EU Member States Criticised Over Immigration Policies and Double Standard Approach With Ukrainian Asylum Seekers
According to Euro-Med Monitor, a Mediterranean non-profit organisation, migrants and asylum seekers have been dealing with a particularly tough year as the COVID-19 pandemic is ongoing, the levels of forced deportation have increased, and the European countries’ immigration policies continue being complemented by more concerning proposals and crisis, AtoZSerwisPlus.com reports.
On the other hand, the EU has worked relentlessly to find new ways to make it tough for asylum seekers to utilise their rights and, thus, seek asylum.
“There is no such thing as an irregular asylum seeker. Irregulars are only the routes that Europe has for asylum seekers to arrive,” said Michela Pugliese, Euro-Med Monitor’s Migration and Asylum Researcher.
She also noted how different the European countries have reacted to Ukrainian refugees compared to the rest, saying ‘they [European states] should learn from the way they have reacted to the Ukrainian war this year’ also advising they should take into consideration people’s free choices, starting from where to seek asylum and settle.

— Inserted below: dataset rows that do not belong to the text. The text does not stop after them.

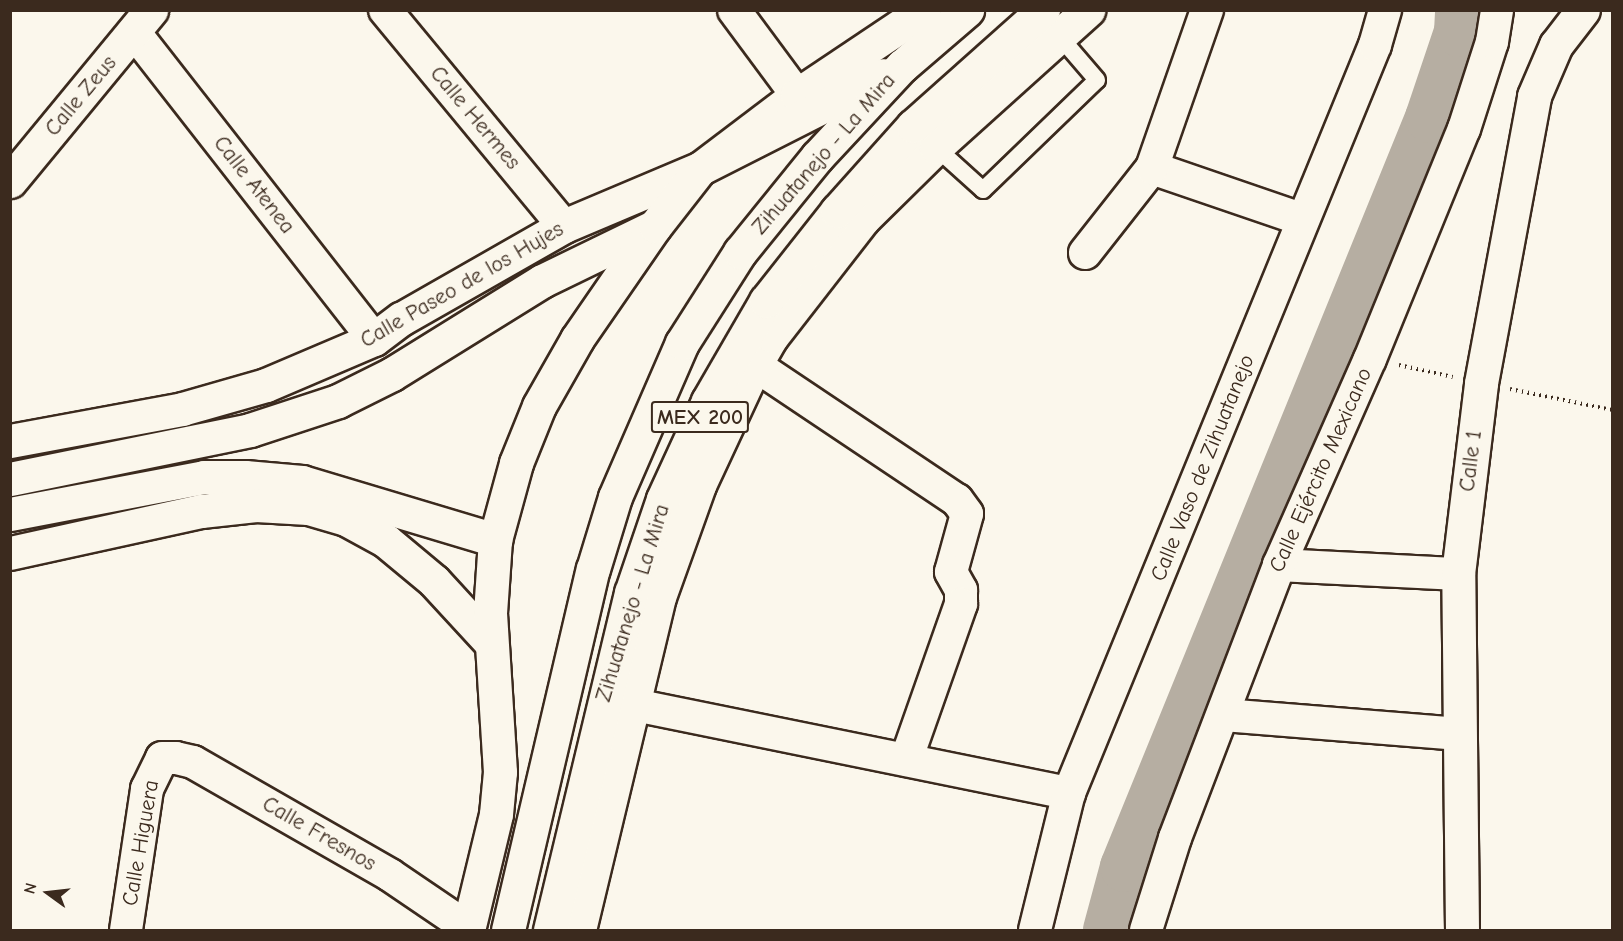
<!DOCTYPE html>
<html>
<head>
<meta charset="utf-8">
<style>
  body { margin:0 }
  #map { position:relative; width:1623px; height:941px; overflow:hidden; background:#fbf7ec; font-family:"Comic Neue",sans-serif }
  div>[style] { position:absolute }
  .river>* { height:50px; margin:-25px; padding:0 25px; transform-origin:25px; border-radius:25px; background:#b6aea2 }
  .path>* { height:4px; margin-top:-2px; transform-origin:0; background:repeating-linear-gradient(90deg,#3b2a1e 0 1.5px,transparent 0 6px) }
  .roads { filter:drop-shadow(2px 0 #3b2a1e) drop-shadow(-2px 0 #3b2a1e) drop-shadow(0 2px #3b2a1e) drop-shadow(0 -2px #3b2a1e) }
  .lane>* { height:16px; margin:-8px; padding:0 8px; transform-origin:8px; border-radius:8px; background:#fbf7ec }
  .street>* { height:32px; margin:-16px; padding:0 16px; transform-origin:16px; border-radius:16px; background:#fbf7ec }
  .secondary>* { height:33px; margin:-16.5px; padding:0 16.5px; transform-origin:16.5px; border-radius:16.5px; background:#fbf7ec }
  .highway>* { height:33px; margin:-16.5px; padding:0 16.5px; transform-origin:16.5px; border-radius:16.5px; background:#fbf7ec }
  span { translate:-50% -50%; white-space:nowrap; text-align:center; line-height:1.15; -webkit-text-stroke:4.5px #fbf7ec; paint-order:stroke }
  .shield-label span { padding:2px 4px; background:#fbf7ec; border:2px solid; border-radius:4px; -webkit-text-stroke-width:0 }
  .shield-label { font-size:21px; color:#3b2a1e; font-weight:700 }
  .street-label { font-size:22px; color:#3b2a1e }
  .frame { position:absolute; inset:0; border:12px solid #3b2a1e; pointer-events:none }
  .north { position:absolute; left:18px; top:863px; width:60px; height:60px; -webkit-text-stroke:4px #fbf7ec; paint-order:stroke; rotate:285deg; font-size:16px; font-weight:700; line-height:24px; text-align:center; color:#3b2a1e }
  .north::after { content:''; display:block; margin:auto; width:21px; height:27px; background:#3b2a1e; clip-path:polygon(50% 0,100% 100%,50% 72%,0 100%) }
</style>
</head>
<body>
<div id="map">
  <div class="river">
    <div style="left:1108px;top:930px;width:65px;rotate:-74.9deg"></div>
    <div style="left:1125px;top:867px;width:809px;rotate:-67.84deg"></div>
    <div style="left:1430px;top:118px;width:91px;rotate:-71.4deg"></div>
    <div style="left:1459px;top:32px;width:22px;rotate:-87deg"></div>
  </div>
  <div class="path">
    <div style="left:1399px;top:365px;width:55px;rotate:12.5deg"></div>
    <div style="left:1510px;top:389px;width:104px;rotate:11.6deg"></div>
  </div>
  <div class="roads">
    <div class="lane">
      <div style="left:931px;top:143px;width:70px;rotate:42.1deg"></div>
      <div style="left:983px;top:190px;width:158px;rotate:-44deg"></div>
      <div style="left:1097px;top:80px;width:57px;rotate:-130.7deg"></div>
    </div>
    <div class="street">
      <div style="left:385px;top:10px;width:281px;rotate:50.4deg"></div>
      <div style="left:734px;top:10px;width:106px;rotate:53.5deg"></div>
      <div style="left:134px;top:32px;width:390px;rotate:52deg"></div>
      <div style="left:1152px;top:168px;width:157px;rotate:18.9deg"></div>
      <div style="left:1085px;top:253px;width:108px;rotate:-51.8deg"></div>
      <div style="left:1152px;top:168px;width:167px;rotate:-70.8deg"></div>
      <div style="left:755px;top:365px;width:243px;rotate:33.8deg"></div>
      <div style="left:957px;top:500px;width:17px;rotate:54deg"></div>
      <div style="left:967px;top:514px;width:60px;rotate:105.4deg"></div>
      <div style="left:951px;top:572px;width:21px;rotate:61deg"></div>
      <div style="left:961px;top:590px;width:14px;rotate:90deg"></div>
      <div style="left:961px;top:604px;width:165px;rotate:109.4deg"></div>
      <div style="left:1279px;top:565px;width:179px;rotate:2.9deg"></div>
      <div style="left:635px;top:705px;width:443px;rotate:11.5deg"></div>
      <div style="left:1224px;top:715px;width:236px;rotate:4.6deg"></div>
      <div style="left:126px;top:930px;width:143px;rotate:-81.5deg"></div>
      <div style="left:147px;top:789px;width:34px;rotate:-64deg"></div>
      <div style="left:162px;top:758px;width:14px"></div>
      <div style="left:176px;top:758px;width:17px;rotate:13deg"></div>
      <div style="left:193px;top:762px;width:227px;rotate:29.8deg"></div>
      <div style="left:390px;top:875px;width:94px;rotate:34.2deg"></div>
      <div style="left:1035px;top:930px;width:141px;rotate:-76.1deg"></div>
      <div style="left:1069px;top:793px;width:808px;rotate:-67.75deg"></div>
      <div style="left:1375px;top:45px;width:36px;rotate:-74deg"></div>
      <div style="left:1146px;top:930px;width:96px;rotate:-72.5deg"></div>
      <div style="left:1175px;top:838px;width:292px;rotate:-69.1deg"></div>
      <div style="left:1279px;top:565px;width:225px;rotate:-66.2deg"></div>
      <div style="left:1370px;top:359px;width:248px;rotate:-67.8deg"></div>
      <div style="left:1464px;top:129px;width:91px;rotate:-72.2deg"></div>
      <div style="left:1492px;top:42px;width:32px;rotate:-81deg"></div>
    </div>
    <div class="secondary">
      <div style="left:10px;top:181px;width:222px;rotate:-50.5deg"></div>
      <div style="left:10px;top:441px;width:175px;rotate:-10.5deg"></div>
      <div style="left:182px;top:409px;width:87px;rotate:-15.9deg"></div>
      <div style="left:266px;top:385px;width:117px;rotate:-23.1deg"></div>
      <div style="left:374px;top:339px;width:34px;rotate:-37deg"></div>
      <div style="left:401px;top:319px;width:188px;rotate:-29.7deg"></div>
      <div style="left:564px;top:226px;width:149px;rotate:-22.9deg"></div>
      <div style="left:701px;top:168px;width:121px;rotate:-37.2deg"></div>
      <div style="left:797px;top:95px;width:153px;rotate:-33.8deg"></div>
      <div style="left:10px;top:479px;width:245px;rotate:-11.5deg"></div>
      <div style="left:250px;top:430px;width:93px;rotate:-18.2deg"></div>
      <div style="left:338px;top:401px;width:60px;rotate:-26.6deg"></div>
      <div style="left:392px;top:374px;width:176px;rotate:-31.8deg"></div>
      <div style="left:542px;top:281px;width:123px;rotate:-25.9deg"></div>
      <div style="left:10px;top:514px;width:197px;rotate:-10.8deg"></div>
      <div style="left:204px;top:477px;width:41px"></div>
      <div style="left:245px;top:477px;width:57px;rotate:5deg"></div>
      <div style="left:302px;top:482px;width:202px;rotate:16.7deg"></div>
      <div style="left:10px;top:553px;width:196px;rotate:-12.4deg"></div>
      <div style="left:201px;top:511px;width:55px;rotate:-6.2deg"></div>
      <div style="left:256px;top:505px;width:52px;rotate:3.3deg"></div>
      <div style="left:308px;top:508px;width:40px;rotate:16deg"></div>
      <div style="left:346px;top:519px;width:46px;rotate:28.8deg"></div>
      <div style="left:386px;top:541px;width:62px;rotate:39.8deg"></div>
      <div style="left:434px;top:581px;width:84px;rotate:47.4deg"></div>
      <div style="left:468px;top:930px;width:119px;rotate:-76.4deg"></div>
      <div style="left:496px;top:814px;width:42px;rotate:-84.6deg"></div>
      <div style="left:500px;top:772px;width:159px;rotate:-93.6deg"></div>
      <div style="left:490px;top:613px;width:73px;rotate:-86.1deg"></div>
      <div style="left:495px;top:540px;width:80px;rotate:-74.7deg"></div>
      <div style="left:516px;top:463px;width:61px;rotate:-68deg"></div>
      <div style="left:539px;top:406px;width:77px;rotate:-60.4deg"></div>
      <div style="left:577px;top:339px;width:137px;rotate:-55.4deg"></div>
      <div style="left:655px;top:226px;width:70px;rotate:-52deg"></div>
      <div style="left:579px;top:930px;width:342px;rotate:-76.5deg"></div>
      <div style="left:659px;top:597px;width:119px;rotate:-70.3deg"></div>
      <div style="left:699px;top:485px;width:132px;rotate:-65deg"></div>
      <div style="left:755px;top:365px;width:34px;rotate:-60deg"></div>
      <div style="left:772px;top:336px;width:148px;rotate:-52.1deg"></div>
      <div style="left:863px;top:219px;width:103px;rotate:-44.6deg"></div>
      <div style="left:936px;top:147px;width:205px;rotate:-42deg"></div>
      <div style="left:1462px;top:930px;width:356px;rotate:-90.6deg"></div>
      <div style="left:1458px;top:574px;width:192px;rotate:-83.1deg"></div>
      <div style="left:1481px;top:383px;width:292px;rotate:-79.5deg"></div>
      <div style="left:1534px;top:96px;width:56px;rotate:-66.7deg"></div>
      <div style="left:1556px;top:45px;width:44px;rotate:-52.4deg"></div>
    </div>
    <div class="highway">
      <div style="left:701px;top:168px;width:205px;rotate:-26.9deg"></div>
      <div style="left:508px;top:930px;width:371px;rotate:-76.8deg"></div>
      <div style="left:593px;top:569px;width:75px;rotate:-73deg"></div>
      <div style="left:615px;top:497px;width:168px;rotate:-66.5deg"></div>
      <div style="left:682px;top:343px;width:108px;rotate:-57.5deg"></div>
      <div style="left:740px;top:252px;width:122px;rotate:-51deg"></div>
      <div style="left:817px;top:157px;width:125px;rotate:-47deg"></div>
      <div style="left:902px;top:66px;width:86px;rotate:-40.7deg"></div>
      <div style="left:550px;top:930px;width:347px;rotate:-76.5deg"></div>
      <div style="left:631px;top:593px;width:99px;rotate:-71.2deg"></div>
      <div style="left:663px;top:499px;width:108px;rotate:-65.3deg"></div>
      <div style="left:708px;top:401px;width:116px;rotate:-59.9deg"></div>
      <div style="left:766px;top:301px;width:115px;rotate:-51.7deg"></div>
      <div style="left:837px;top:211px;width:114px;rotate:-48.2deg"></div>
      <div style="left:913px;top:126px;width:174px;rotate:-41.7deg"></div>
    </div>
  </div>
  <div class="shield-label">
    <span style="left:700px;top:417px">MEX 200</span>
  </div>
  <div class="street-label">
    <span style="left:81px;top:96px;rotate:-50deg">Calle Zeus</span>
    <span style="left:475px;top:118px;rotate:50deg">Calle Hermes</span>
    <span style="left:824px;top:154px;rotate:-49deg">Zihuatanejo - La Mira</span>
    <span style="left:254px;top:185px;rotate:52deg">Calle Atenea</span>
    <span style="left:462px;top:285px;rotate:-30deg">Calle Paseo de los Hujes</span>
    <span style="left:1471px;top:461px;rotate:-83deg">Calle 1</span>
    <span style="left:1203px;top:468px;rotate:-68deg">Calle Vaso de Zihuatanejo</span>
    <span style="left:1321px;top:470px;rotate:-66deg">Calle Ejército Mexicano</span>
    <span style="left:633px;top:603px;rotate:-73deg">Zihuatanejo - La Mira</span>
    <span style="left:319px;top:834px;rotate:30deg">Calle Fresnos</span>
    <span style="left:141px;top:843px;rotate:-80deg">Calle Higuera</span>
  </div>
  <div class="frame"></div>
  <div class="north">N</div>
</div>
</body>
</html>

In general, the organisation reveals the struggles and hardships asylum seekers and migrants are going through across the 27-nation bloc, revealing a matter of life or death that these people have gone through.
According to the Euro-Med press release, 12 people were found dead due to freezing temperatures at the Turkish border, which reportedly were victims of Greek illegal pushbacks.
Moreover, the number of arriving asylum seekers and migrants in 2021 soared, with the official number of sea and land arrivals peaking at 123,318 while the number of those announced as lost in the first attempt is 3,231 – double from the previous year.
The number of deaths during border crossings is also on the rise, as 742 people have died or gone missing in the last six months as of June 12, 2022. In addition, the number of people reaching the bloc has amounted to 41,140.
The report also mentioned the UK’s decision to outsource migration to Rwanda, an act in which the EU Commission has shown interest by proposing a Status Agreement to Senegal to deploy Frontex teams, claiming to tackle smuggling.
Denmark has introduced increasingly tightened immigration policies, aiming at having zero asylum applications. France, the Netherlands, and Belgium have left hundreds of asylum seekers with no accommodation spots, leaving them to sleep rough in December of 2021.
In addition, the Swiss parliament last year allowed the State Secretariat for Migration to search through asylum seekers’ phones without the needed consent or any suspicion of false claims, something Germany, Denmark, and Norway have already done.